21 Extract and Visualise Financial Data Information

Hands-On Exercise from Prof Kam’s Workshop

Author

KB

Published

September 19, 2023

(First Published: Sep 19, 2023)

21.1 Learning Outcome

We are going to explore the tidymodels approach in financial analysis. By the end of this session, you will learn how to:

  • extract stock price data from an online portal such as Yahoo Finance,

  • wrangle stock price data,

  • perform technical analysis using stock price data,

  • conduct performance analysis

21.2 Introducing tidyquant

  • tidyquant integrates the best resources for collecting and analyzing financial data, zoo xts, quantmod, TTR and PerformanceAnalytics, with the tidy data infrastructure of the tidyverse allowing for seamless interaction between each.

  • With tidyquant, we can now perform complete financial analyses using tidyverse framework.

21.2.1 Install and load the R Packages into R Environment

Show the code
# Install required packages
pacman::p_load(tidyquant, tidyverse, timetk, knitr)
Note

tidyquant allows easy extract of stock data from Yahoo Finance

21.2.2 Extract Financial Data

Data extraction is the starting point of any financial data analysis. tq_get() is specially designed for extracting quantitative financial data from the following online portals:

  • Yahoo Finance - Daily stock data

  • FRED - Economic data

  • Quandl - Economic, Energy, & Financial Data API

  • Tiingo - Financial API with sub-daily stock data and crypto-currency

  • Alpha Vantage - Financial API with sub-daily, ForEx, and crypto-currency data Bloomberg - Financial API. Paid account is required.

21.2.3 Import Singapore Companies Data

We are interested to analyse the stock prices of six companies in Singapore.

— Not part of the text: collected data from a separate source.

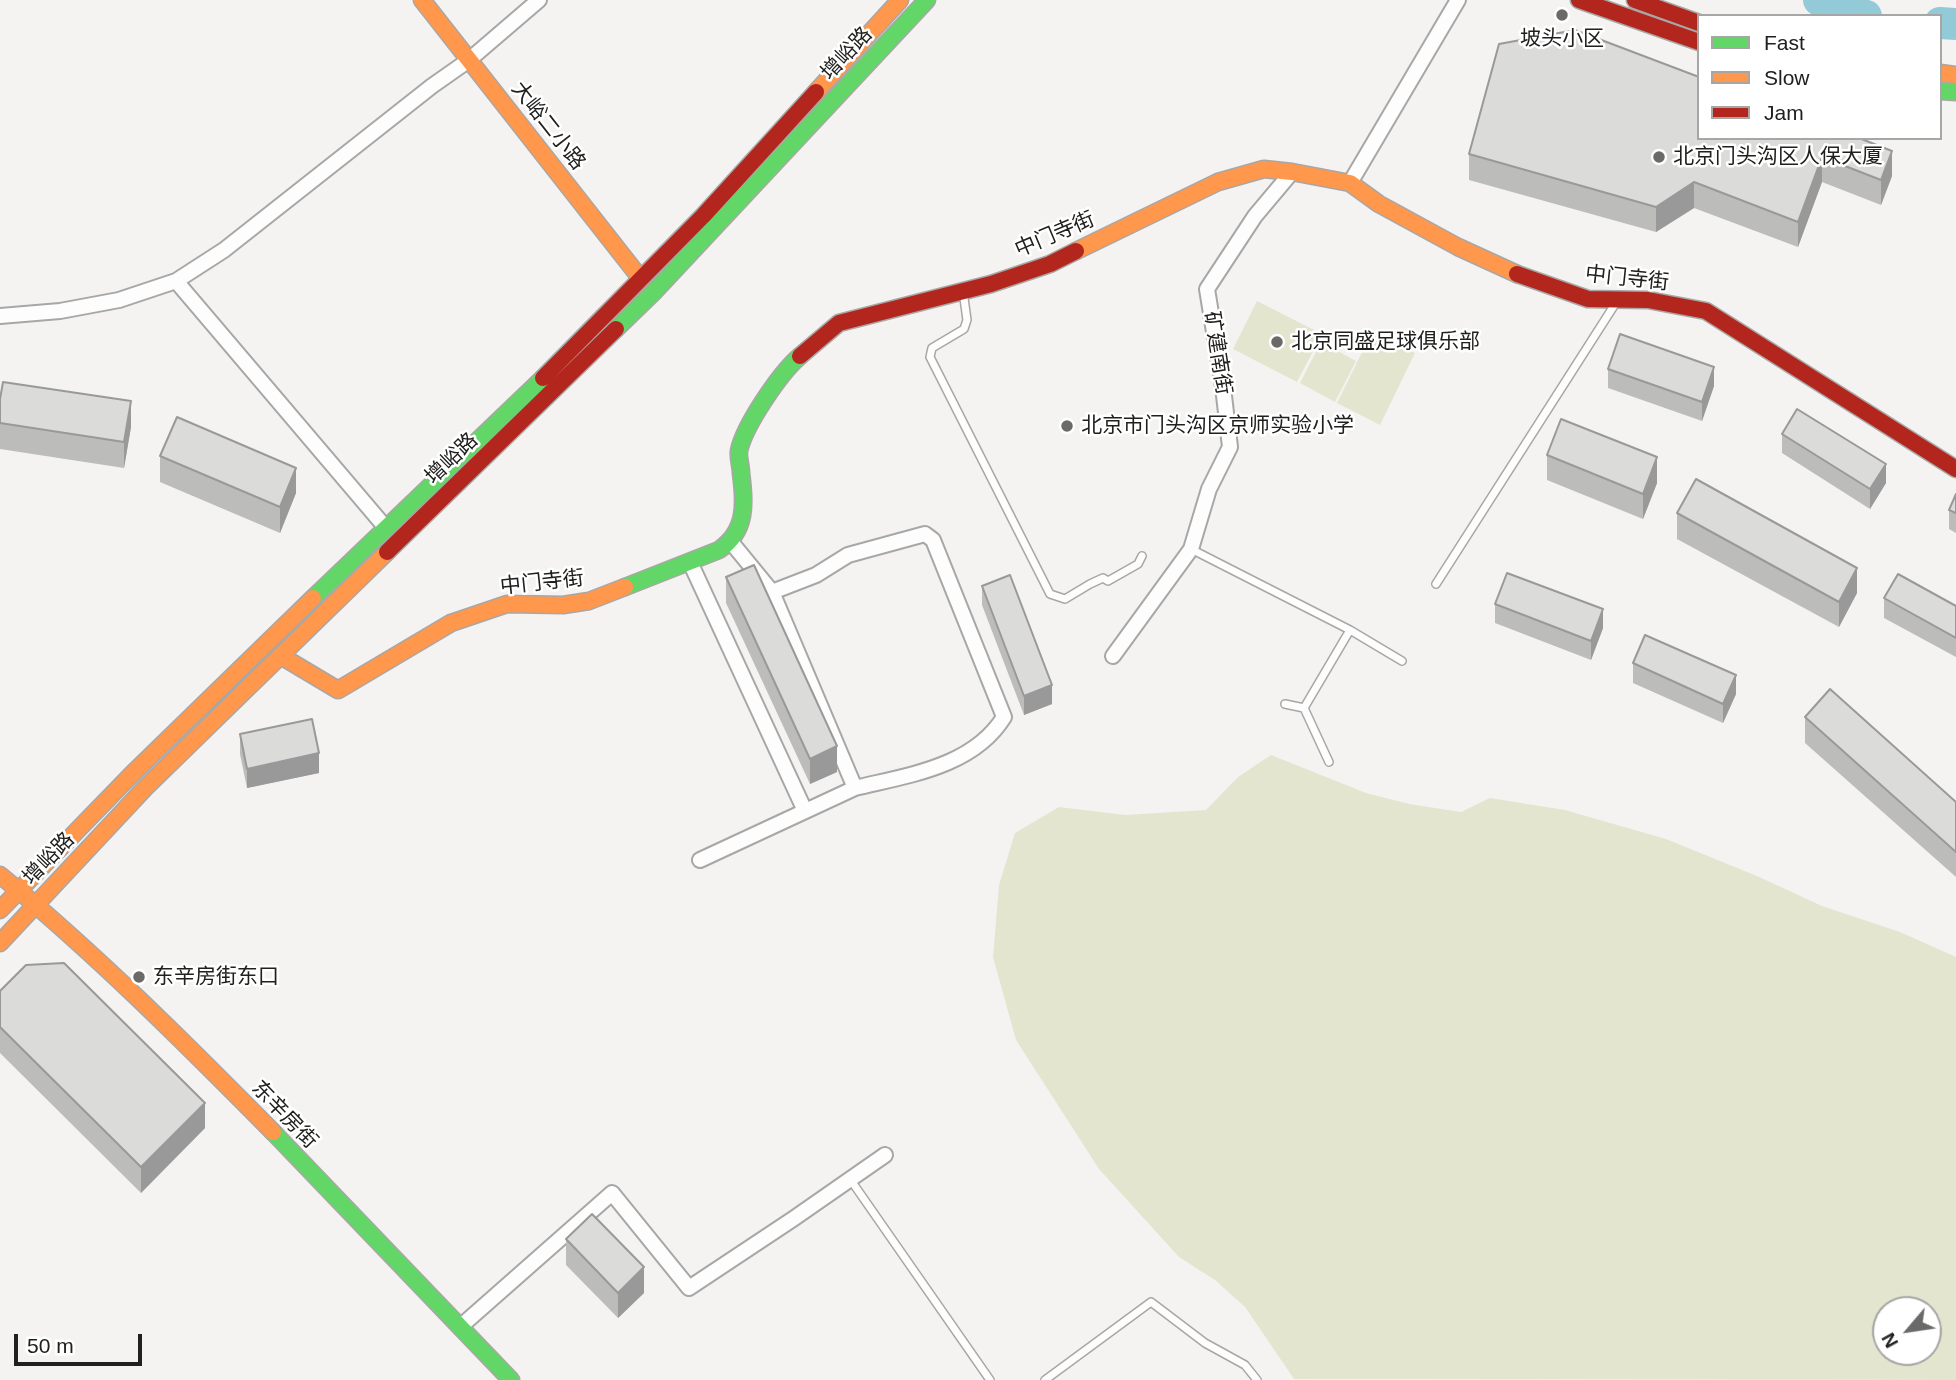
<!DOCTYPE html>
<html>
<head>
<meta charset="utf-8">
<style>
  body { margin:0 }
  #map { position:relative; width:1956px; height:1380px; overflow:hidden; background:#f4f3f2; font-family:Arial,sans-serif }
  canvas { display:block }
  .legend { position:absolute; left:1697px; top:14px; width:245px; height:126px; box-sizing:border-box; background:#fff; border:2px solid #a6a6a5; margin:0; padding:9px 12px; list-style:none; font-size:21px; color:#20201f }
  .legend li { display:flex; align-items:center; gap:14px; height:35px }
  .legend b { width:35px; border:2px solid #a6a6a5 }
  .north { position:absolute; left:1872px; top:1296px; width:70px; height:70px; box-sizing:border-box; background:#fff; border:2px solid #a6a6a5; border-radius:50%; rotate:241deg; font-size:19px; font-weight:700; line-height:28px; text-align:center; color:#20201f }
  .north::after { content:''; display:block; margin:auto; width:24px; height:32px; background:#6a6a69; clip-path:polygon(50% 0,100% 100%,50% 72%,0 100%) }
  .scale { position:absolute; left:14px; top:1334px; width:128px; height:32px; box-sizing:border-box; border:4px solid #20201f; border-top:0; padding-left:9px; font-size:21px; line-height:24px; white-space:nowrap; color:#20201f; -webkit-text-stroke:5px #fff; paint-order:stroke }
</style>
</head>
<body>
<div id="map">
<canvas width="1956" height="1380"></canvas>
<ul class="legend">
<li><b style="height:9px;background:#63d668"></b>Fast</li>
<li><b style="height:9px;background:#ff974d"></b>Slow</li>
<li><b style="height:9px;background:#b3261e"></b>Jam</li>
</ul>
<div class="north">N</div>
<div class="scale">50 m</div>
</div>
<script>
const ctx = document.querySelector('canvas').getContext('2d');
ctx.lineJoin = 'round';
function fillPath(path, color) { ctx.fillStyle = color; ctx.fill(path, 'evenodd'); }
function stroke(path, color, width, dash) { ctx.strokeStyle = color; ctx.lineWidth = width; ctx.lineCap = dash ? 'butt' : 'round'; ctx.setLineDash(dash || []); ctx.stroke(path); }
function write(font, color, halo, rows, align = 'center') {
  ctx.font = font + ' Arial,"Noto Sans SC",sans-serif'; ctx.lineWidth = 5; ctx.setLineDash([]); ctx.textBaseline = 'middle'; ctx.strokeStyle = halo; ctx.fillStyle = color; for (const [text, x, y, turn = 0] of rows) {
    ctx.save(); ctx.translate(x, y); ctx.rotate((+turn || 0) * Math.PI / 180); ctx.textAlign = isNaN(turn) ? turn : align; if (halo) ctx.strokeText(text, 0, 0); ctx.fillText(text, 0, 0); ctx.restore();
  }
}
fillPath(new Path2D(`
  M1257 301 1322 334 1297 382 1233 349Z
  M1372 332 1415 353 1380 425 1337 403Z
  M1321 342 1356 361 1335 402 1300 383Z
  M1271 755 1366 793 1409 804 1461 812 1490 798 1565 810 1666 839 1757 876 1822 906 1900 932 1956 957V1380L1294 1379 1245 1307 1215 1280 1179 1257 1099 1169 1016 1040 993 957 999 885 1015 833 1059 807 1125 815 1206 810 1238 777ZM1928 1310V1352H1886V1310Z`), '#e4e5cf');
stroke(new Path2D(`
  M1819 0 1866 16
  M1940 23 1956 24`), '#93cad7', 32);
const lane = new Path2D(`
  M963 291 967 320 964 329 932 348 930 357 1050 594 1065 599 1090 584 1103 578 1108 581 1138 564 1142 556
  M1191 549 1350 630 1402 661
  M1436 584 1617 301
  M1285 704 1304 708 1350 630
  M1304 708 1329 762
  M850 1179 990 1380
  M1045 1380 1151 1302 1205 1343 1245 1365 1257 1380`);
const street = new Path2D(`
  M1350 183 1458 0
  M176 281 386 528
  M0 316 60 311 119 300 176 281 224 250 432 86 469 60 539 0
  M731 542 772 592 855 788C908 775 973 767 1004 717L933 540 925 534 848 555 816 575 772 592
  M690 562 805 811
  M1113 656 1191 549 1209 489 1230 447 1223 387 1207 289 1255 216 1292 172
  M700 860 855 788
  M460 1327 612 1193 689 1288 793 1219 885 1155`);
const fast = new Path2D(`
  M1940 91 1956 92
  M616 329 653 293 927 0
  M625 587 719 550C747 531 745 503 741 473 741 466 738 458 739 451 744 426 780 373 800 356
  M313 598 543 378
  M273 1132 511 1380`);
const slow = new Path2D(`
  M422 0 641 279
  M1940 73 1956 75
  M816 92 900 0
  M1076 251 1218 182 1264 169 1292 172 1350 183 1379 204 1458 247 1517 274
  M281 656 338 690 451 623 507 604 563 605 589 601 625 587
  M0 875C97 955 185 1043 273 1132
  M0 910 132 774 313 598
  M0 943 145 788 387 552`);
const jam = new Path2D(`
  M1579 0 1699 42
  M1635 0 1699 23
  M1517 274 1588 299 1648 300 1706 311 1956 469
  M800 356 839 323 991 284 1050 264 1076 251
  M543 378 703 216 816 92
  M387 552 616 329`);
stroke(lane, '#a8a7a6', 10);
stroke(street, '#a8a7a6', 18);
stroke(fast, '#a8a7a6', 19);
stroke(slow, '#a8a7a6', 19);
stroke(jam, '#a8a7a6', 19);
stroke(lane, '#fdfdfd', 7);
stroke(street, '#fdfdfd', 14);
stroke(fast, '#63d668', 16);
stroke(slow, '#ff974d', 16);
stroke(jam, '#b3261e', 16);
fillPath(new Path2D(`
  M1859 138 1892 176 1881 205 1822 182 1798 247 1694 208 1656 232 1469 180V154Z
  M1608 369 1714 386 1702 421 1608 388Z
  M0 399 131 427 124 468 0 449Z
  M1782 434 1886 483 1870 509 1782 453Z
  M1547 455 1657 483 1643 519 1547 480Z
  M160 456 296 493 280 533 160 482Z
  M1956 494V533L1949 529V510Z
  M1677 513 1857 593 1839 627 1677 539Z
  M726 577 837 772 810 784 726 603Z
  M982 586 1052 704 1024 715 982 605Z
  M1884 598 1956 606V657L1884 618Z
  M1495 604 1603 628 1591 660 1495 623Z
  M1633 663 1736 694 1723 723 1633 683Z
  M1805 717 1956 802V877L1805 743Z
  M240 734 319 773 247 788 240 754Z
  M0 991 205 1128 141 1193 0 1053Z
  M566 1239 644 1293 618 1318 566 1265Z`), '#bcbcbb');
fillPath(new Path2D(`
  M1892 151V176L1881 205V180Z
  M1822 157V182L1798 247V222Z
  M1694 182V208L1656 232V207Z
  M1714 367V386L1702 421V402Z
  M131 401V427L124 468V442Z
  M1657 457V483L1643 519V494Z
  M1886 464V483L1870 509V489Z
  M296 468V493L280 533V507Z
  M1857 568V593L1839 627V602Z
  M1603 609V628L1591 660V641Z
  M1736 675V694L1723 723V704Z
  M1052 685V704L1024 715V696Z
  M837 746V772L810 784V759Z
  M319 753V773L247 788V769Z
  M205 1103V1128L141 1193V1167Z
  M644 1267V1293L618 1318V1293Z`), '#999');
const building = new Path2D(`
  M1575 30 1699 77V138H1859L1892 151 1881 180 1822 157 1798 222 1694 182 1656 207 1469 154 1499 44Z
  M1620 334 1714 367 1702 402 1608 369Z
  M3 382 131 401 124 442 0 423V399Z
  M1797 409 1886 464 1870 489 1782 434Z
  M177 417 296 468 280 507 160 456Z
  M1561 419 1657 457 1643 494 1547 455Z
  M1696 479 1857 568 1839 602 1677 513Z
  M1956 494V513L1949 510Z
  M754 565 837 746 810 759 726 577Z
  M1507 573 1603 609 1591 641 1495 604Z
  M1898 574 1956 606V638L1884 598Z
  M1010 575 1052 685 1024 696 982 586Z
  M1645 635 1736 675 1723 704 1633 663Z
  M1830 689 1956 802V852L1805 717Z
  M312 719 319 753 247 769 240 734Z
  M64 963 205 1103 141 1167 0 1027V991L26 965Z
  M592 1214 644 1267 618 1293 566 1239Z`);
fillPath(building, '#dbdbda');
stroke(building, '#999', 2);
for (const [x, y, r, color] of [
  [1562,15,7,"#6a6a69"],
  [1659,157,7,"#6a6a69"],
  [1277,342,7,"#6a6a69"],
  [1067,426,7,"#6a6a69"],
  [139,977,7,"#6a6a69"]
]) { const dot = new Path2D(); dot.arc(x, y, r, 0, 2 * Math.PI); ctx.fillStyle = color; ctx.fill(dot); stroke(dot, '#fff', 2.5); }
write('21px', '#20201f', '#fff', [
  ["坡头小区",1562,39,"center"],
  ["北京门头沟区人保大厦",1673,157],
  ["北京同盛足球俱乐部",1291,342],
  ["北京市门头沟区京师实验小学",1081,426],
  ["东辛房街东口",153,977]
], 'left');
write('21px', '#20201f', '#fff', [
  ["增峪路",847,54,-47],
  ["大峪二小路",548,126,52],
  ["中门寺街",1055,235,-23],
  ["中门寺街",1627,279,6],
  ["矿建南街",1217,353,81],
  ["增峪路",452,459,-44],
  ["中门寺街",542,583,-6],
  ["增峪路",49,859,-46],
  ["东辛房街",284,1115,46]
]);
</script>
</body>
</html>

The companies and related information are provided in company.csv file.

The codes below are used to important company.csv into R environment.

Show the code
company <- read_csv("data/SGCompany.csv")

company
# A tibble: 6 × 3
  Name                  Symbol    marketcap
  <chr>                 <chr>         <dbl>
1 DBS Group             D05.SI  55459934603
2 OCBC Bank             O39.SI  36748776904
3 UOB                   U11.SI  31908845153
4 Singtel               Z74.SI  30399495021
5 Singapore Airlines    C6L.SI  11030367619
6 CapitaLand Mall Trust C38U.SI 10479058731

21.2.4 Extract stock prices from Yahoo Finance

tq_get() is used to get stock prices from Yahoo Finance. The time period for the data was set from 1 January 2022 to 30 June 2023.

Show the code
Stock_daily <- company %>%
  select(Symbol) %>%
  tq_get(get = "stock.prices",from ="2022-01-01",to = "2023-06-30")

21.2.5 Wrangle stock data

Next, left_join() of dplyr package is used to append Name and marketcap fields of company tibble data frame into Stock_daily tibble data frame by using Symbol as the join field.

Show the code
Stock_data <- Stock_daily %>% 
  left_join(company)

21.3 Technical Analysis: tidyquant methods

  • Technical analysis is that traders attempt to identify opportunities by looking at statistical trends, such as movements in a stock’s price and volume. The core assumption is that all known fundamentals are factored into price, thus there is no need to pay close attention to them.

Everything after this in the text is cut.